Required action: For the listing that follows, report how many lines contain the string "Summarize", giving the number alone.

BEGIN Source information

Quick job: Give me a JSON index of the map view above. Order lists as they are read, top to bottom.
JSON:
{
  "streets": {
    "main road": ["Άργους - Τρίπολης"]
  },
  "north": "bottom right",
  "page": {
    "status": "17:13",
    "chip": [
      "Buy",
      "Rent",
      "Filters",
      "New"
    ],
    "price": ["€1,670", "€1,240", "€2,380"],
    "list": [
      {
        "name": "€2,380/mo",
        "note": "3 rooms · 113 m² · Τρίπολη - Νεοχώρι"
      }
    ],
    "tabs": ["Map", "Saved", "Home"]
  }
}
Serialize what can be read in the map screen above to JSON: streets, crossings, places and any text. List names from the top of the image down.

END Source information
BEGIN Source information

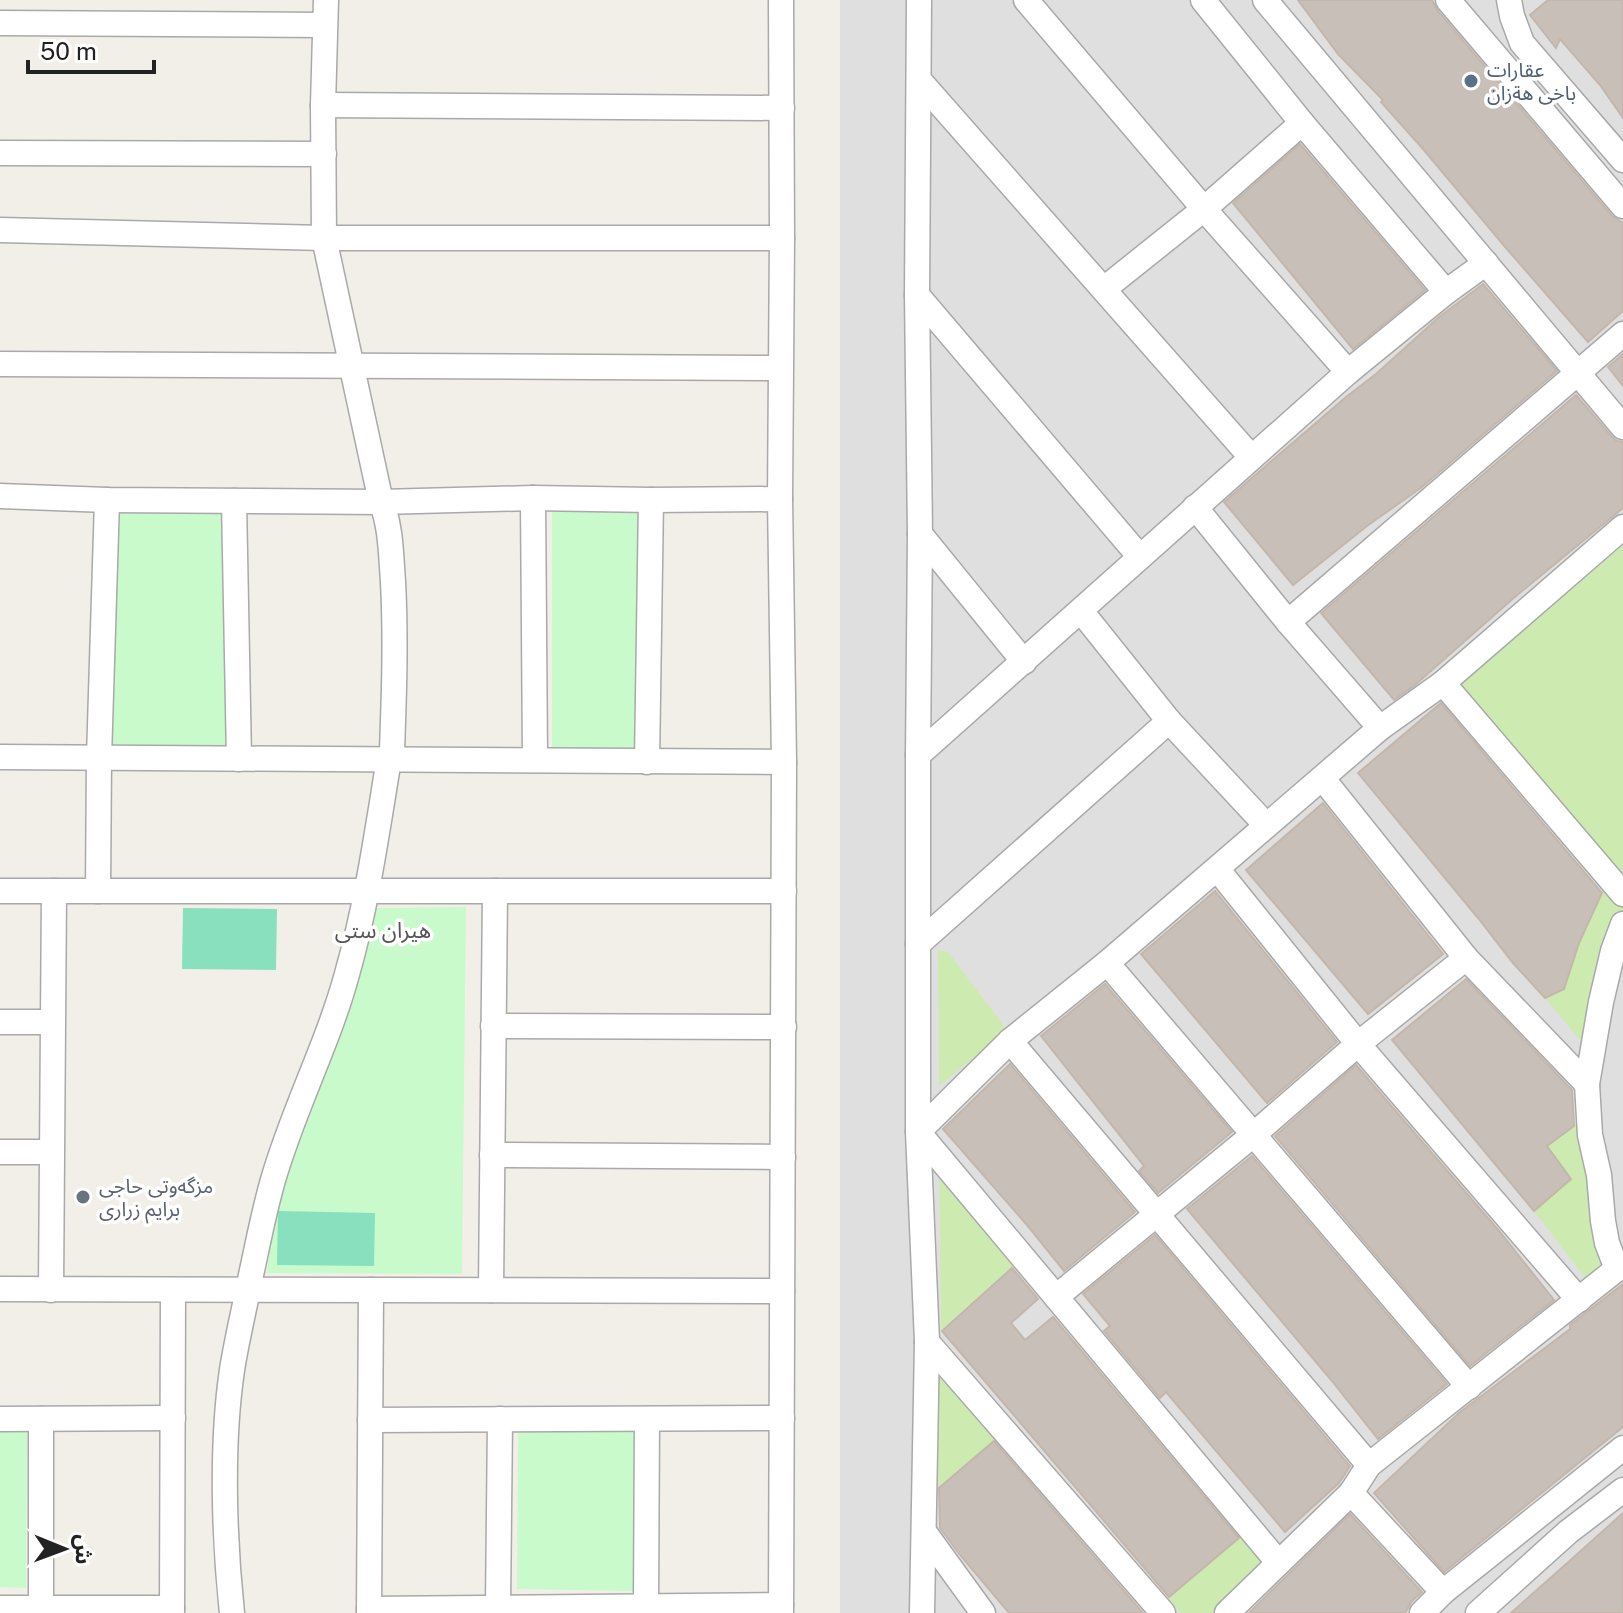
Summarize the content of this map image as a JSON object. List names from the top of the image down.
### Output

END Source information
BEGIN Source information

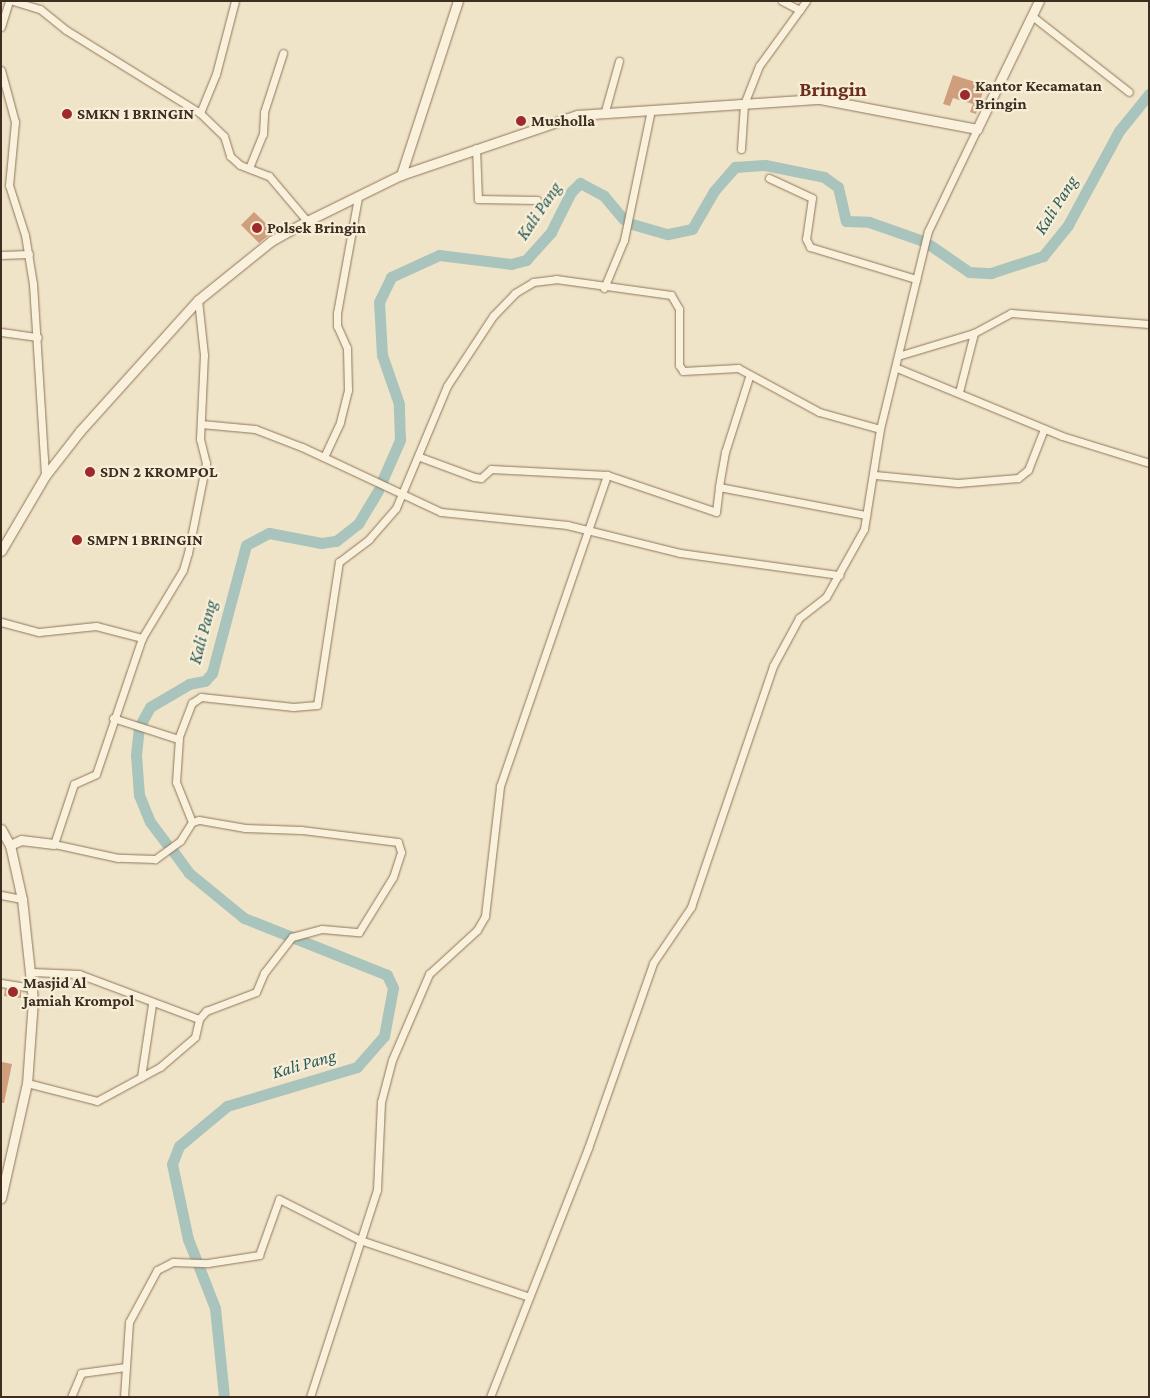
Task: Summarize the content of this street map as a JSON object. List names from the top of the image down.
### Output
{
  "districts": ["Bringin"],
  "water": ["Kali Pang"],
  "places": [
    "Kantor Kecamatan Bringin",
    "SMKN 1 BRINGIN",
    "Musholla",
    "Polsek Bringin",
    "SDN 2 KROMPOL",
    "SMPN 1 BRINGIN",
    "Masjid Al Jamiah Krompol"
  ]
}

END Source information

Answer to the exercise: 2